I want to make something perfectly clear. When I wrote my post about male stubbornness, I was talking about other males, I was certainly not talking about myself. Despite what my wife may think, I’ve always considered myself to be very reasonable.
That is until this week, when it was made painfully clear to me that I do have some stubbornness issues. I was working on pictures for my story, Gathering Herbs, and the clothes were not fitting properly. When working with Poser this happens more often than I’d like to think but usually I can play with the size or manipulate the character so you don’t see the places that skin is poking through. In this case, I spent about an hour and realized I was getting nowhere.
Dark admission here, I often buy reference books and training videos that I know I need but I never get around to watching. My reasoning goes something along the lines of if I really do need the videos I already have them. This makes it very easy for me to ignore them. In this case, I went back to my videos noticed that and they had one video specifically on my subject. Five minutes later, I knew how to take care of my problem and realized that I had spent over forty hours this last year trying to take care of this issue when watching a five minute video would have eliminated my struggle.
I could try to convince myself that this was a “one of” issue. After all, I’m the person who always reads the manual. I enjoy reading well-written manuals. Unfortunately, I tend to read just enough to do the task I want to do and I stop. If I’m putting together a bookcase or a desk, this technique works perfectly but when I’m trying to learn a complex piece of software I need to rethink this strategy.
Poser is a very complex program. I have been using it for over a year. I would like to think that the quality of my compositions shows that I’m improving. The compositions I’m trying to do for my story are at the limit of my skills and I’ve encountered several problems this week. Each time the same set of videos that I’ve had for almost a year showed me what to do.
Now I have a quandary. Is it male stubbornness that causes me to continue trying possible solutions without consulting the training? Is it engineering arrogance to believe that I use a complex program without training? Is it possible that I suffer from both conditions simultaneously?
Fortunately for me my wife has provided guidance in this situation. She says I suffer from massive cases of both conditions simultaneously. Well, that’s not actually what she would say to my face but she has helped me understand my behavior.
If I had watched all the training videos last year when I bought them, I would’ve already forgotten everything that I don’t use on a regular basis. Last year I did not know enough about Poser to understand the videos on advanced subjects. This year not only did I understand them but I was able to put those advanced concepts to use immediately, thus ensuring that I would not forget them.
Acquisition of knowledge does not ensure retention of knowledge. I would also add that acquisition of knowledge is pointless without the foundation to make that knowledge understandable. I felt compelled to add that last statement simply because I deplore the current trend in education of making you memorize facts without the understanding that goes along with those facts.
How many times have you had a problem only to have someone say do this, do this and finally do that?

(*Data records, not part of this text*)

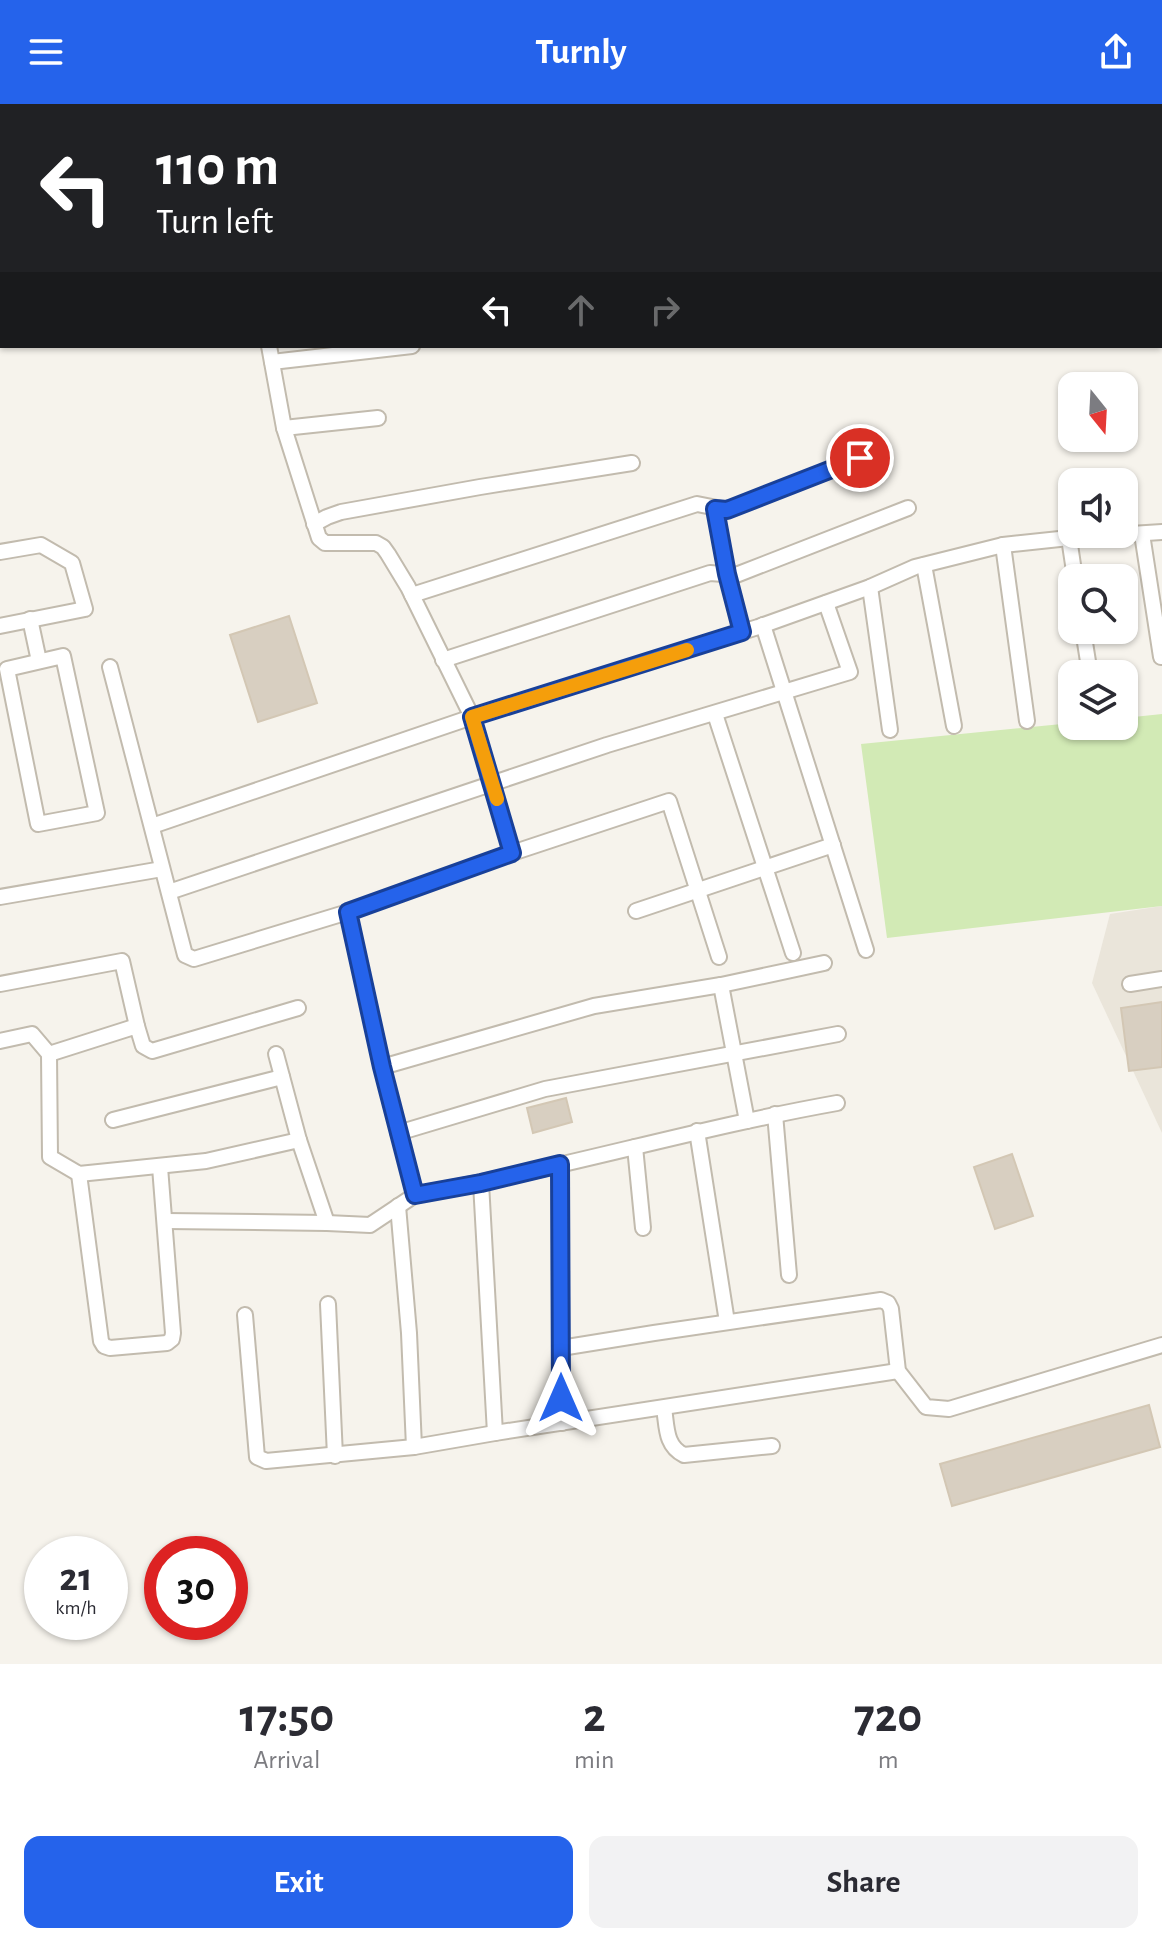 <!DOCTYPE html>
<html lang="en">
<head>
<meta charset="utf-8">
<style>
	:root { --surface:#fff; --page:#f2f2f3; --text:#2b2b33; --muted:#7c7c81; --accent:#2563eb }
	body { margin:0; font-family:"Alegreya Sans",sans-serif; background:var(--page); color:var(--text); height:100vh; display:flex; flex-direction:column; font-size:30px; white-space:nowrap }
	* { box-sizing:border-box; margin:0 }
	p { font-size:26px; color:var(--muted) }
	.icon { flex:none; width:44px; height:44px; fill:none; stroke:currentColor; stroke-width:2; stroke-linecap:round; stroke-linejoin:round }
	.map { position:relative; height:1560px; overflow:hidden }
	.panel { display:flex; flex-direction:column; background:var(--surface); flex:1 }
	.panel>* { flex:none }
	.guide { position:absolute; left:0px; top:0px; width:1162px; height:244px; box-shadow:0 2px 6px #0004; background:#202124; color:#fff; overflow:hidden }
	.needle { width:52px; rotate:162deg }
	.controls { position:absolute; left:1058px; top:268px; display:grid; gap:16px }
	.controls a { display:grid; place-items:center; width:80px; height:80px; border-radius:16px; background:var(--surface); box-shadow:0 2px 6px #0004; font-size:40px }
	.speed { position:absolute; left:24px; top:1432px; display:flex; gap:16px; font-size:40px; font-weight:700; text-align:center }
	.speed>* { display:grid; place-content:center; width:104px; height:104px; border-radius:50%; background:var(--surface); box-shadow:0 2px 6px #0004; line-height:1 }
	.speed small { font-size:20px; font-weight:400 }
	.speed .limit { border:12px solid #d22; background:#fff; color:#111 }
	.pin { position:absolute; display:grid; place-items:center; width:68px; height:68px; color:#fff; margin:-34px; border:4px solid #fff; border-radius:50%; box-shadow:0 2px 8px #0007 }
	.me { position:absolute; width:88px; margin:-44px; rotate:0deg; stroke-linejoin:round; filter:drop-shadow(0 0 6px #0008) }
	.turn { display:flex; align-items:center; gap:28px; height:168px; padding:0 24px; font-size:36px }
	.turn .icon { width:104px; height:104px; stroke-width:2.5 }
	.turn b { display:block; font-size:56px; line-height:68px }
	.lanes { display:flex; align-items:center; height:76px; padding:0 24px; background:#0003; justify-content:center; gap:40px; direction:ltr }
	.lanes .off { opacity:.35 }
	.eta { display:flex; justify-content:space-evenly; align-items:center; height:136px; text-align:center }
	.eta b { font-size:48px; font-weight:700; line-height:56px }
	.cta { display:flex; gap:16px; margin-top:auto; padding:16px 24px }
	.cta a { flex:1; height:92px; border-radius:16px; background:var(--accent); color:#fff; font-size:32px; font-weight:700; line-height:92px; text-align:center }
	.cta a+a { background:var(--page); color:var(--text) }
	header { display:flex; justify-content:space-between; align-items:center; height:104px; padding:0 24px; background:var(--accent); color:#fff; font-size:36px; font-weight:700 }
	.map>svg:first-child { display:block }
	.residential { fill:#eae5da }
	.green { fill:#d2eab5 }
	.building { fill:#d8cfc1; stroke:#d3c7b4; stroke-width:2 }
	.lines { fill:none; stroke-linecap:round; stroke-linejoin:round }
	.minor-casing { stroke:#c2bbae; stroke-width:18 }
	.minor { stroke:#fff; stroke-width:14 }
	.route-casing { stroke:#184099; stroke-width:20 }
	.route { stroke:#2563eb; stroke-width:14 }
	.slow { stroke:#f59e0b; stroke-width:14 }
</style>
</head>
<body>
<header><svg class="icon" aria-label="menu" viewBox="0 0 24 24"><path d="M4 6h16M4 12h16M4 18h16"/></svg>Turnly<svg class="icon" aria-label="share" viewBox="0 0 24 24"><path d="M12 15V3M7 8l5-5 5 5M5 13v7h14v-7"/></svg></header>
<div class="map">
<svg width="1162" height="1560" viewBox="0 0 1162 1560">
	<rect width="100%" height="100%" fill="#f6f3ec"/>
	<polygon class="residential" points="1162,802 1162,1029 1092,879 1110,810"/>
	<polygon class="green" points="1162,610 1162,802 887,834 861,640 1072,619 1072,622 1124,622 1124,614"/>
	<g class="building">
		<polygon points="289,512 317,599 258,618 230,531"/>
		<polygon points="1162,898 1162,963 1129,967 1121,904"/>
		<polygon points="566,994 572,1018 533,1029 527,1004"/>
		<polygon points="1012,1050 1033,1112 995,1125 974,1063"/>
		<polygon points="1149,1301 1160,1343 952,1402 940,1360"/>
	</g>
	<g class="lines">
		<g class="minor-casing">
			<g id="minor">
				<polyline points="215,0 216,2"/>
				<polyline points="292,0 292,2"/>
				<polyline points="360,0 361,2"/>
				<polyline points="433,0 433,2"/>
				<polyline points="501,0 501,2"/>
				<polyline points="527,2 537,0"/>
				<polyline points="269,242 284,324 319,434 325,439 376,439 383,443 388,450 408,483 472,613 512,749"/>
				<polyline points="272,258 412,242"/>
				<polyline points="284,324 378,314"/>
				<polyline points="715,405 727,470 742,528"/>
				<polyline points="314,420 327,413 341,408 480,383 632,359"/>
				<polyline points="1142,430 1161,553"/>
				<polyline points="1069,434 1075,474"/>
				<polyline points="1003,441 1027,617"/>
				<polyline points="0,448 41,441 72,459 85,505 0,522"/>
				<polyline points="924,461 954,622"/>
				<polyline points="870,483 890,626"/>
				<polyline points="412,491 697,400 727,406 882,346"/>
				<polyline points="30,515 39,557"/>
				<polyline points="763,521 866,846"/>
				<polyline points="1083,526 1090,570"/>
				<polygon points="63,552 97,709 38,720 7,565"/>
				<polyline points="443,556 710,469 736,471 908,404"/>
				<polyline points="110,563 185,851 194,855 348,808"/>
				<polyline points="715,610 793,849"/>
				<polyline points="152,722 472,613 758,523 870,483 915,463 1003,441 1069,434 1162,428"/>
				<polyline points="169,788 607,641 850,568 826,499"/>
				<polyline points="0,793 162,765"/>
				<polyline points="636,807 833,741"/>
				<polyline points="0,880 122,857 137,922"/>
				<polyline points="1130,880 1162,875"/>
				<polyline points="721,881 747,1017"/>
				<polyline points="0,937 32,930 49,950 50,1053 79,1070 206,1057 299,1036"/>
				<polyline points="49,950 137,922 143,942 152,947 298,904"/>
				<polyline points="276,950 299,1036 327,1119"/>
				<polyline points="382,963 594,902 721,881 824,859"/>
				<polyline points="775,1010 789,1171"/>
				<polyline points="113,1016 282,973"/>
				<polyline points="697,1027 727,1218"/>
				<polyline points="398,1029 545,985 838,930"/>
				<polyline points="635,1043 643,1124"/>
				<polyline points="560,1060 562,1319"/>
				<polyline points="79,1070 101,1237 104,1242 110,1244 167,1239 172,1235 173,1229 160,1063"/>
				<polyline points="481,1079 495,1329"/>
				<path d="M415,1091C557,1066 696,1024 837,999"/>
				<polyline points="398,1102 409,1229 414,1343"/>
				<polyline points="166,1117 327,1119 370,1121 415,1091 382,963 348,808 512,749 669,697 719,853"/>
				<polyline points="328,1200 335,1352"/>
				<polyline points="245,1211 257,1353 266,1357 414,1343 495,1329 898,1267"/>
				<polyline points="561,1244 654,1229 881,1196 888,1199 891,1205 898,1267 926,1303 949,1305 1162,1241"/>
				<path d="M664,1304C667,1322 665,1342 684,1351L772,1342"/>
			</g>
		</g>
		<use href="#minor" class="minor"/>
	</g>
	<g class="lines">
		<g class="route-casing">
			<polyline id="route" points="561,1294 560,1060 481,1079 415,1091 382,963 348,808 512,749 472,613 742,528 727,470 715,405 727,406 860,354"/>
		</g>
		<use href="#route" class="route"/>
		<polyline class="slow" points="497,695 472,613 687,546"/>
	</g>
</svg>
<div class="controls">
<a><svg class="needle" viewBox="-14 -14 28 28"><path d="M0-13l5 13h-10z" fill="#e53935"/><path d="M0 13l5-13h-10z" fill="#7c7c81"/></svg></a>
<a><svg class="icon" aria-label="sound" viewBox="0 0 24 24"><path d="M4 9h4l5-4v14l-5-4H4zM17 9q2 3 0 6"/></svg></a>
<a><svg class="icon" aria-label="search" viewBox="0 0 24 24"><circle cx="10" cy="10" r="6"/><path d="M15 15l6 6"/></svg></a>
<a><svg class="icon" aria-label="layers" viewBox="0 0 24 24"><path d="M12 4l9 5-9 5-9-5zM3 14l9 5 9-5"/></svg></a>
</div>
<div class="speed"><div>21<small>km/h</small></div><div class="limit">30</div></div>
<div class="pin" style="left:860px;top:354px;background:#d93025"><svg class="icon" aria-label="arrive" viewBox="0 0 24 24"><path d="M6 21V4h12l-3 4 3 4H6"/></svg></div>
<svg class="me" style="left:561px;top:1294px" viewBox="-20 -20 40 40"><path d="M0-17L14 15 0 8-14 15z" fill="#2563eb" stroke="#fff" stroke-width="4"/></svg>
<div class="guide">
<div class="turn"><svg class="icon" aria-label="left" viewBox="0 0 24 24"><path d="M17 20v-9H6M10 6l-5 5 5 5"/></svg><div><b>110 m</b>Turn left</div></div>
<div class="lanes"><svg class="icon" aria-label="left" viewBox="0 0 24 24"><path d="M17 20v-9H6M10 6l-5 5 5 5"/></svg><svg class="icon off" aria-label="ahead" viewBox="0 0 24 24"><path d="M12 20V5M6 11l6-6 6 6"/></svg><svg class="icon off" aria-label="right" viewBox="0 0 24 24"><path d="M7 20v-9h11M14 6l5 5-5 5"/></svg></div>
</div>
</div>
<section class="panel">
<div class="eta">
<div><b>17:50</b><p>Arrival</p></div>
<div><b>2</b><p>min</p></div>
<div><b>720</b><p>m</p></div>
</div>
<div class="cta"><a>Exit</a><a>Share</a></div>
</section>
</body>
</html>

You have no clue what you just did nor do you know why. The next time you have the problem, do you hunt the person down again, hope you can remember an arcane sequence of keystrokes or try to resolve the problem on your own to gain a better understanding of the problem?
No matter how many training videos I buy, they are useless to me until I have the background to understand the concepts and a need to use those techniques. In that case, maybe I wasn’t being stubborn or arrogant, I just wasn’t ready for the knowledge.
Fortunately my wife is always ready to provide a grounded perspective for me. As she put it, that excuse might work for one or two hours of wasted time but thirty eight of those hours were pure stubbornness.